◆ EXERCISE DIRECTIONS
Could you find every line in the records below that contains the word "weight" and copy it?
EXERCISE INPUTS below:
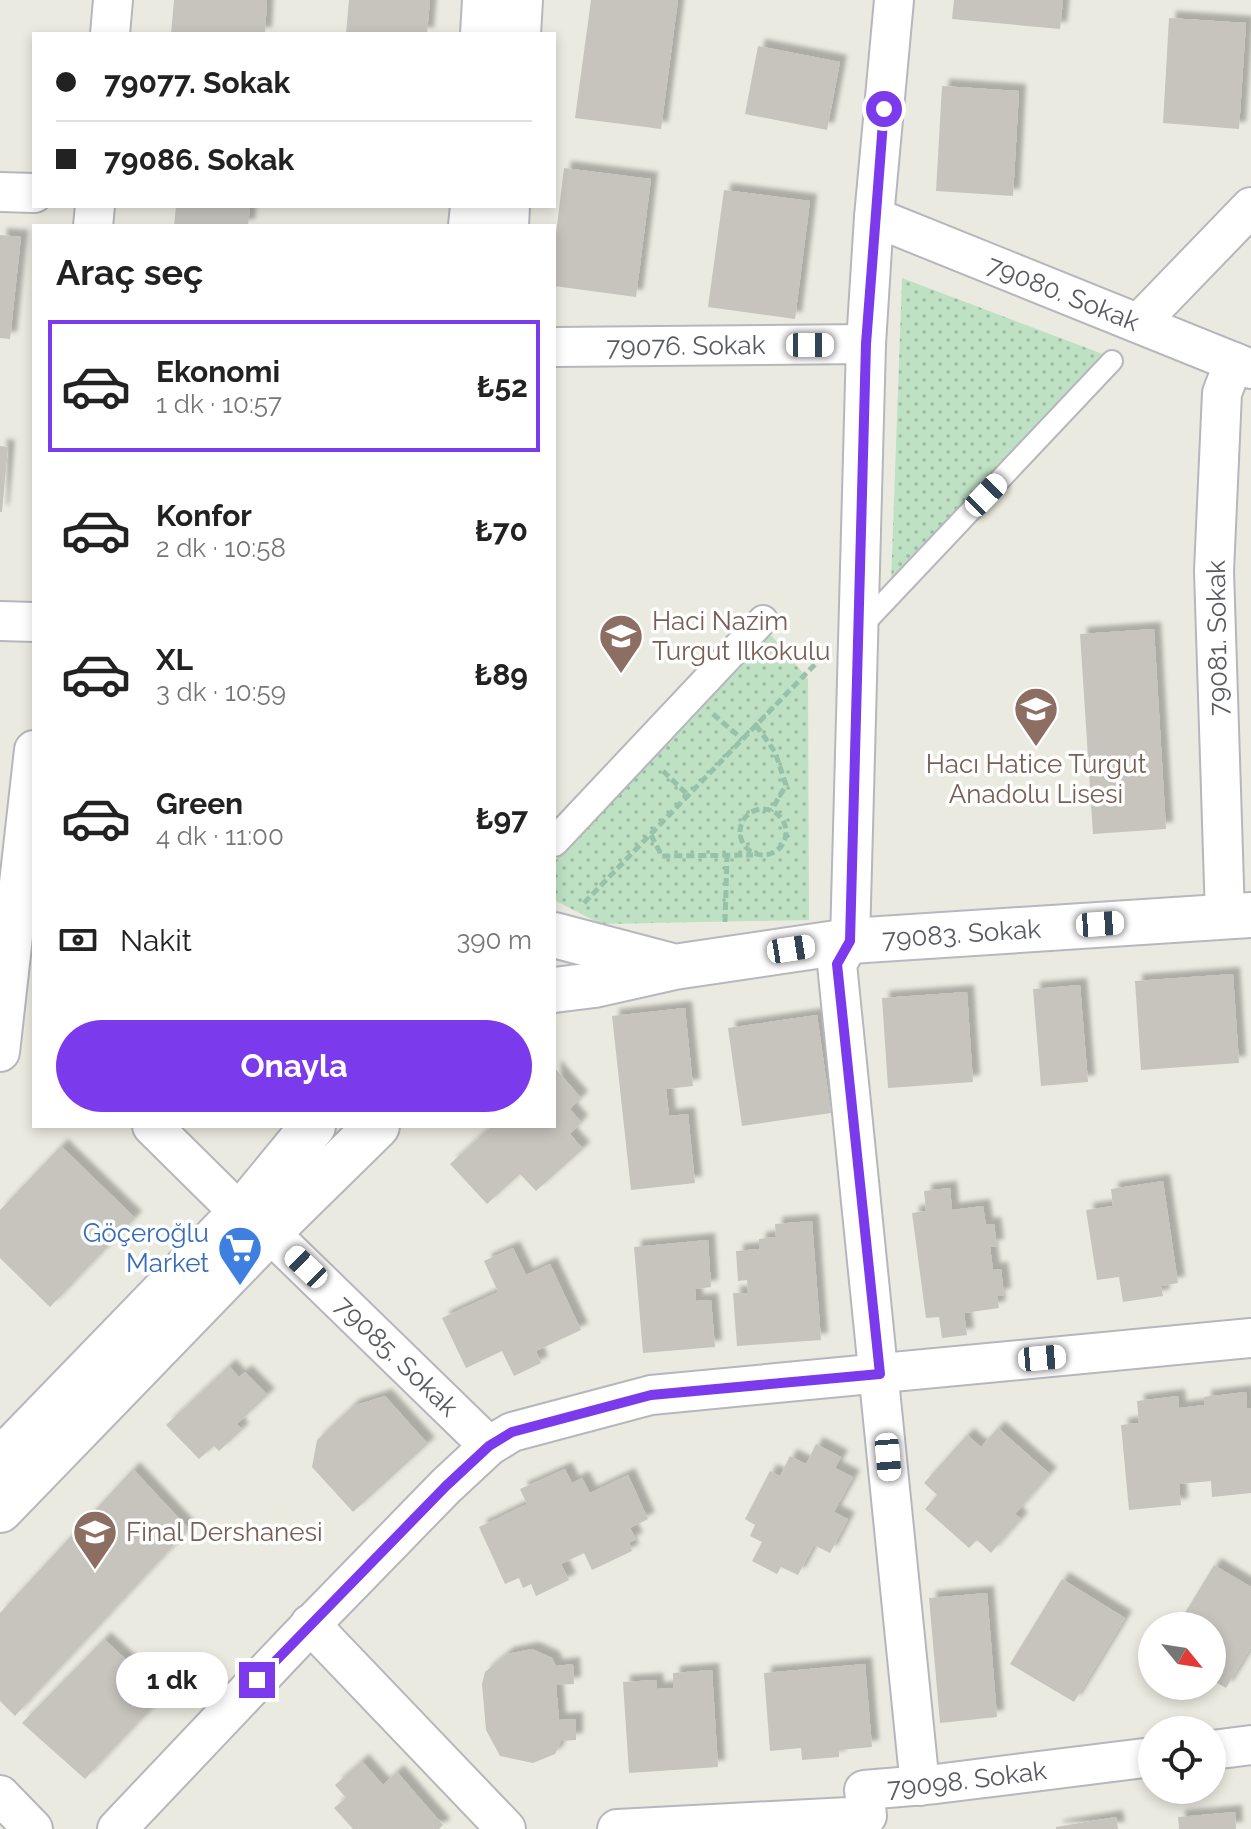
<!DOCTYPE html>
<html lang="tr">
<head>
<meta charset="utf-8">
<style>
	body { margin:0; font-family:Raleway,sans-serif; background:#f6f6f6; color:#222; height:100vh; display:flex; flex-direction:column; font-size:30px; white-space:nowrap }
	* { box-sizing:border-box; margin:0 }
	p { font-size:26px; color:#767676 }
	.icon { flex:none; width:44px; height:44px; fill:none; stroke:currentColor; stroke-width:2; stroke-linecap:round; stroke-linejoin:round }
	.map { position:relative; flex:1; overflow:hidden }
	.sheet { position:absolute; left:32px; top:224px; width:524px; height:904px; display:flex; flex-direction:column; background:#fff; border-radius:0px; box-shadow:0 4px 12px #0003 }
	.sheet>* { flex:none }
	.hud { position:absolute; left:32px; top:32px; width:524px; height:176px; border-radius:0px; box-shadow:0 4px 12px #0003; display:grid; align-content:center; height:176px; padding:0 24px; background:#fff }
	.needle { width:52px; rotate:120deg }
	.tools { position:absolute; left:1138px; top:1612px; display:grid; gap:16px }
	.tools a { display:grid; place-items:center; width:88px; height:88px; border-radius:50%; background:#fff; box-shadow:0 4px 12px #0003; font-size:40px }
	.end { position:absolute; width:36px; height:36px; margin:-18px; border:10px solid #7c3aed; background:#fff; box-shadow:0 0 0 4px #fff }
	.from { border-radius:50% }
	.bubble { position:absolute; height:56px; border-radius:28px; background:#fff; box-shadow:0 4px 12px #0003; font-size:26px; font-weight:700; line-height:56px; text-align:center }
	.car { position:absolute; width:24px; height:48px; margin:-24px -12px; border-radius:10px; box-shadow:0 0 6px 2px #0007; background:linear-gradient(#fff 24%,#345 0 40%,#fff 0 76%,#345 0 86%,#fff 0) }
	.hud b { display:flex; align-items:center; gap:28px; height:76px; font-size:30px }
	.hud b+b { border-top:2px solid #e0e0e0 }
	.hud i { width:20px; height:20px; background:#222 }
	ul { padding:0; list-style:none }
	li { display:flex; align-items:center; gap:24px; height:132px; margin:0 16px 12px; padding:0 8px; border:4px solid transparent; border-radius:0px }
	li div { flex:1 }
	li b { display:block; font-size:30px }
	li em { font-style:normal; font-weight:700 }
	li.current { border-color:#7c3aed }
	li>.icon { width:72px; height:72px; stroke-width:1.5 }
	h2 { padding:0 24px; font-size:36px; line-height:96px }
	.pay { display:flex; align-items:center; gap:20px; height:88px; padding:0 24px; font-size:30px }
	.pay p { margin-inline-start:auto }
	.cta { display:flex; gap:16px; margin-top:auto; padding:16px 24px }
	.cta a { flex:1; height:92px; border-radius:48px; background:#7c3aed; color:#fff; font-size:32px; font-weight:700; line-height:92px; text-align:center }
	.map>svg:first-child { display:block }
	.green { fill:url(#green-dots) }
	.building { fill:#c6c4bd; filter:url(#shadow) }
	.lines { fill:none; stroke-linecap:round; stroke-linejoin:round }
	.service-casing { stroke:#b6b7bc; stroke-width:24 }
	.pedestrian-casing { stroke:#b6b7bc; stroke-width:32 }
	.minor-casing { stroke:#b6b7bc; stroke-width:42 }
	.secondary-casing { stroke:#b6b8be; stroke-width:48 }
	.path { stroke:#98c1aa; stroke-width:5; stroke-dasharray:8 4; stroke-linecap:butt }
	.service { stroke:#fff; stroke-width:20 }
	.pedestrian { stroke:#fff; stroke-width:28 }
	.minor { stroke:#fff; stroke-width:38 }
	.secondary { stroke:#fff; stroke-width:44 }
	.route { stroke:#7c3aed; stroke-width:10 }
	.labels { text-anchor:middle; stroke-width:7; stroke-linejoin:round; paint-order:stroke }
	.street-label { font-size:26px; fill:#595b60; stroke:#fff }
	.education-label { font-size:26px; fill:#785e54; stroke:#fff; text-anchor:start }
	.shop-label { font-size:26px; fill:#366cbe; stroke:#fff; text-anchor:end }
</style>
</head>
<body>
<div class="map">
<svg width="1251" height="1829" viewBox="0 0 1251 1829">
	<defs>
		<pattern id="green-dots" width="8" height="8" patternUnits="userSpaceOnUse" patternTransform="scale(2)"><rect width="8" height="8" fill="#bee1c3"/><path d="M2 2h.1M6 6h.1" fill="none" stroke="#9db9a2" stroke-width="1.8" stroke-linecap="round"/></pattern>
		<filter id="shadow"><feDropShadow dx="7" dy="-7" stdDeviation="2" flood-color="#0004"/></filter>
	</defs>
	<rect width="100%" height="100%" fill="#ebeae0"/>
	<path class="green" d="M902,278L1108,356L891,584Z
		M766,629L808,679L809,920L601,924L554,900V862Z"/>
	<path class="building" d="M174,0H267L265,34H171Z
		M349,0H430L427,34H346Z
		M591,0H678L661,129L575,118Z
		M954,0H1063L1060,29L952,19Z
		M1169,18L1246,23L1239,129L1163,123Z
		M758,46L840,62L827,130L745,114Z
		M942,86L1019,91L1013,196L936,191Z
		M564,168L651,179L636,297L554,286V250Z
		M724,190L810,201L795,319L708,307Z
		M176,206H250L248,226H174Z
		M0,235L21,237L10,339L0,338Z
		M0,446L8,447L2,512H0Z
		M1154,629L1166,829L1093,834L1080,634Z
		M1233,974L1239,1063L1141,1070L1135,981Z
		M1080,985L1088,1082L1041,1086L1033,989Z
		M967,992L973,1082L888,1088L882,998Z
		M685,1008L693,1086L666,1089L669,1116L688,1114L695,1183L631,1190L612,1016Z
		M817,1015L831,1113L742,1126L728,1028Z
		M554,1067L581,1098L570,1109L581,1122L570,1134L583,1149L536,1191L520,1174L487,1204L450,1164L492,1126H554Z
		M61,1146L135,1218L50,1307L0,1258V1210Z
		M1163,1181L1178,1283L1161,1286L1163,1296L1123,1302L1119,1277L1097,1280L1086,1210L1113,1206L1111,1189Z
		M950,1188L952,1210L983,1206L986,1225L994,1224L997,1246L990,1247L993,1270L1001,1269L1004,1295L997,1296L999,1308L964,1313L967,1335L942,1338L939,1317L926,1318L912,1213L926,1211L924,1191Z
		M812,1221L821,1340L737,1346L733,1293H748L747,1280L738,1281L736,1251L759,1249V1239L776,1237L775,1224Z
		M708,1240L711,1287L695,1289L696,1301L711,1300L715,1347L643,1353L634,1247Z
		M513,1248L526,1275L550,1264L581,1330L536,1351L541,1363L514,1376L502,1351L466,1368L442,1318L498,1292L484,1261Z
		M229,1366L239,1377L245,1372L268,1395L237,1424L242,1430L219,1451L214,1446L199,1459L166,1425Z
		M1246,1392L1247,1408H1251V1493L1212,1497L1211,1481L1179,1484L1181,1505L1129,1510L1121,1425L1139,1423L1137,1401L1178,1396L1179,1408L1205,1405L1204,1397Z
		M385,1396L428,1444L353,1512L312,1467L317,1440L353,1406Z
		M998,1428L1050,1474L1015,1514L1021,1519L991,1553L977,1540L969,1548L925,1509L937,1495L924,1483L967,1435L981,1447Z
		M816,1444L841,1457L835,1468L853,1477L834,1512L848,1519L830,1553L814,1545L798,1575L781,1567L777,1574L752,1561L762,1542L750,1536L755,1525L745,1519L770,1471L780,1476L790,1456L806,1464Z
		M133,1469L189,1529L15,1716L0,1701V1613Z
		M565,1469L572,1483L582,1478L590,1493L628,1475L648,1519L630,1528L636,1539L629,1543L632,1551L592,1570L584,1553L561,1564L569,1580L536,1596L531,1584L523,1588L519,1578L505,1584L479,1527L527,1504L520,1489Z
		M1214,1565L1251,1587V1647L1226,1688L1212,1680V1626H1177Z
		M1062,1579L1125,1618L1074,1702L1010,1664Z
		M987,1593L997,1717L940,1723L929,1598Z
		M104,1639L164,1695L85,1779L22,1723Z
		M532,1649L552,1658L556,1666L573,1664L574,1684L556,1685L559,1720L576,1719V1740L561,1741L555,1754L533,1763L500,1756L486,1730L482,1684L485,1672L507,1654Z
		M865,1664L872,1747L839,1750V1757L802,1760L801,1748L770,1751L764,1673Z
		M712,1670L718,1767L629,1773L623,1682L656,1680L657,1689L673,1688V1673Z
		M362,1761L383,1785L397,1772L443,1825L439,1829H353L334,1808L346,1798L335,1785Z
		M1235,1812L1236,1829H1179L1178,1817Z
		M1116,1817L1118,1829H1056V1827Z"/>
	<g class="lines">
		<g class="service-casing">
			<path id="service" d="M860,628L1112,361"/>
		</g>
		<g class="pedestrian-casing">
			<path id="pedestrian" d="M554,842L763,620"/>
		</g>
		<g class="minor-casing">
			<g id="minor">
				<path d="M894,0L874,217L866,344L850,941L837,964L920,1786"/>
				<path d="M110,34L113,0"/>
				<path d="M0,192L34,193"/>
				<path id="s1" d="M874,217L1251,369"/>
				<path d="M93,226L95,206"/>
				<path d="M1139,323L1251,207"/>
				<path id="s2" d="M554,347L866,344"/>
				<path d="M0,621L34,622"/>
				<path d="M1225,916L1214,571L1222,393L1234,362"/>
				<path d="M0,1052L34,750"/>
				<path d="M152,1126L240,1213"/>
				<path id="s3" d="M269,1232L489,1446"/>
				<path d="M310,1624L506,1829"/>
				<path d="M1212,1750L1251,1745"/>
				<path d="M0,1795L33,1829"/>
				<path d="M117,1829L298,1638L446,1486L489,1446L512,1432L651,1395L1251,1338"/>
				<path id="s4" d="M617,1829L867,1816L864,1790L936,1784L1152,1757"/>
			</g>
		</g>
		<g class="secondary-casing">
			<g id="secondary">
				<path d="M483,34L485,0"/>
				<path d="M518,34L520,0"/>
				<path d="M471,226L473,206"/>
				<path d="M506,226L507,206"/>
				<path d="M554,935L668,965"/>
				<path id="s5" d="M554,990L594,985L674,967L850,941L1251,915"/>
				<path d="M0,1461L249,1204L313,1126"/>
				<path d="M0,1510L269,1232L377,1126"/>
			</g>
		</g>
		<path class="path" d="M713,714L742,739
			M756,725L775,752L786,785L771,811
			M663,771L688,795
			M740 832a23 23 0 1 1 46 0a23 23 0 1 1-46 0Z
			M651,835L662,856L753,855
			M584,903L822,657
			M725,922L727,855"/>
		<use href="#service" class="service"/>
		<use href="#pedestrian" class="pedestrian"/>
		<use href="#minor" class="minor"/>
		<use href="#secondary" class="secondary"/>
	</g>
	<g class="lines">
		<path class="route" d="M257,1680L446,1486L489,1446L512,1432L651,1395L880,1374L837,964L850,941L866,344L884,109"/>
	</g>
	<defs>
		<g id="school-pin" transform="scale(2.3)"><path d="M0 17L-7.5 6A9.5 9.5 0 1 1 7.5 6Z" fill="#8d6e63" stroke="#fff"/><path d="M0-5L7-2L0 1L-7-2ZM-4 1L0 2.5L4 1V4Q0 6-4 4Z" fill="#fff"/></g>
		<g id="supermarket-pin" transform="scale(2.3)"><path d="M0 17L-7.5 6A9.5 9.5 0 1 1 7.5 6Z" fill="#3f7fe0" stroke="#fff"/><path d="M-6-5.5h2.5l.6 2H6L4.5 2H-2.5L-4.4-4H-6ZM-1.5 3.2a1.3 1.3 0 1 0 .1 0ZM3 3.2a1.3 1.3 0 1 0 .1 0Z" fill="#fff"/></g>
	</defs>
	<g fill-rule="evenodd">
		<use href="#school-pin" x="621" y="636"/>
		<use href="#school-pin" x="1036" y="709"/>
		<use href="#supermarket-pin" x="240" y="1248"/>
		<use href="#school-pin" x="95" y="1532"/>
	</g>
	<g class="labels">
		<g class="street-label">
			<text dy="9" stroke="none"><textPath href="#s1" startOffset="204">79080. Sokak</textPath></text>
			<text dy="9" stroke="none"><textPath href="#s2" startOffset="132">79076. Sokak</textPath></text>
			<text transform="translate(1217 638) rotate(-91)" y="9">79081. Sokak</text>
			<text dy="9" stroke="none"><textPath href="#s5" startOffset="412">79083. Sokak</textPath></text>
			<text dy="9" stroke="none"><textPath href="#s3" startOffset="178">79085. Sokak</textPath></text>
			<text dy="9" stroke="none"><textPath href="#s4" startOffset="380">79098. Sokak</textPath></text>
		</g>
		<g class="education-label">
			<text x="652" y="630">Haci Nazim<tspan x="652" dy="30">Turgut Ilkokulu</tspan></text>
			<text x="1036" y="773" text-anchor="middle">Hacı Hatice Turgut<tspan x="1036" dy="30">Anadolu Lisesi</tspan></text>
			<text x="126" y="1541">Final Dershanesi</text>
		</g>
		<g class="shop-label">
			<text x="209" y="1242">Göçeroğlu<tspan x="209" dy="30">Market</tspan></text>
		</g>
	</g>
</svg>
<div class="tools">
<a><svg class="needle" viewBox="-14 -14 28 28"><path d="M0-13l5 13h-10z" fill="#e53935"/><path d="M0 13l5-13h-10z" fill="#767676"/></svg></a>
<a><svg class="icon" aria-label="locate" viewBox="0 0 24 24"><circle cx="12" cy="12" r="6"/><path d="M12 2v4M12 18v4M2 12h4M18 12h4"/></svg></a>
</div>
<i class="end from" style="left:884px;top:109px"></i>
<i class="end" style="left:257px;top:1680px"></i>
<div class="bubble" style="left:116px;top:1652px;width:112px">1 dk</div>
<i class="car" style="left:810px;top:345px;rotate:90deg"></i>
<i class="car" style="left:986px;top:495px;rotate:44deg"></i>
<i class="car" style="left:1100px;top:924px;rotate:86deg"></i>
<i class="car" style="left:791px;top:949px;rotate:81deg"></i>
<i class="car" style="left:306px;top:1267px;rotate:314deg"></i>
<i class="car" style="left:1042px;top:1358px;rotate:85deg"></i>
<i class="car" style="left:888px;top:1457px;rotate:175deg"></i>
<div class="hud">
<b><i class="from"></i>79077. Sokak</b>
<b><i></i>79086. Sokak</b>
</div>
<section class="sheet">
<h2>Araç seç</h2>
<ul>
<li class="current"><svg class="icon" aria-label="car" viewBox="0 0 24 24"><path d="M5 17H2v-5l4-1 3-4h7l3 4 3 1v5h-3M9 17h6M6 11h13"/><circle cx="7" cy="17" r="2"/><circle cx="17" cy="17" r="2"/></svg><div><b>Ekonomi</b><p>1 dk · 10:57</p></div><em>₺52</em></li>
<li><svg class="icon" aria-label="car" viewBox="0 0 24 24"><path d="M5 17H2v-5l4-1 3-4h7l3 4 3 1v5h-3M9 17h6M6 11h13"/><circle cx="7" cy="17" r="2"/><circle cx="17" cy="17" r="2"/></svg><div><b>Konfor</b><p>2 dk · 10:58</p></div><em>₺70</em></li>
<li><svg class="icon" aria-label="car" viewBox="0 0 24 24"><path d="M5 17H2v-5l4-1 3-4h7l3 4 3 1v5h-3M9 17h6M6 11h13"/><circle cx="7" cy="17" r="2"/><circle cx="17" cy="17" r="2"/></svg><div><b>XL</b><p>3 dk · 10:59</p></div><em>₺89</em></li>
<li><svg class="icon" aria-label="car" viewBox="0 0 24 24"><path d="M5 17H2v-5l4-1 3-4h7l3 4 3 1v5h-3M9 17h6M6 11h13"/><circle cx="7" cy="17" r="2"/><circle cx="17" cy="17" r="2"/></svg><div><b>Green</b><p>4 dk · 11:00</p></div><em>₺97</em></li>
</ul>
<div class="pay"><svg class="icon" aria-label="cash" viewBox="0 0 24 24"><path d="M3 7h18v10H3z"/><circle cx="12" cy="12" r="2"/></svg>Nakit<p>390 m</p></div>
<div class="cta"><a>Onayla</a></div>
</section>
</div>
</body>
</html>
End of EXERCISE INPUTS.
◆ RESPONSE
	.bubble { position:absolute; height:56px; border-radius:28px; background:#fff; box-shadow:0 4px 12px #0003; font-size:26px; font-weight:700; line-height:56px; text-align:center }
	li em { font-style:normal; font-weight:700 }
	.cta a { flex:1; height:92px; border-radius:48px; background:#7c3aed; color:#fff; font-size:32px; font-weight:700; line-height:92px; text-align:center }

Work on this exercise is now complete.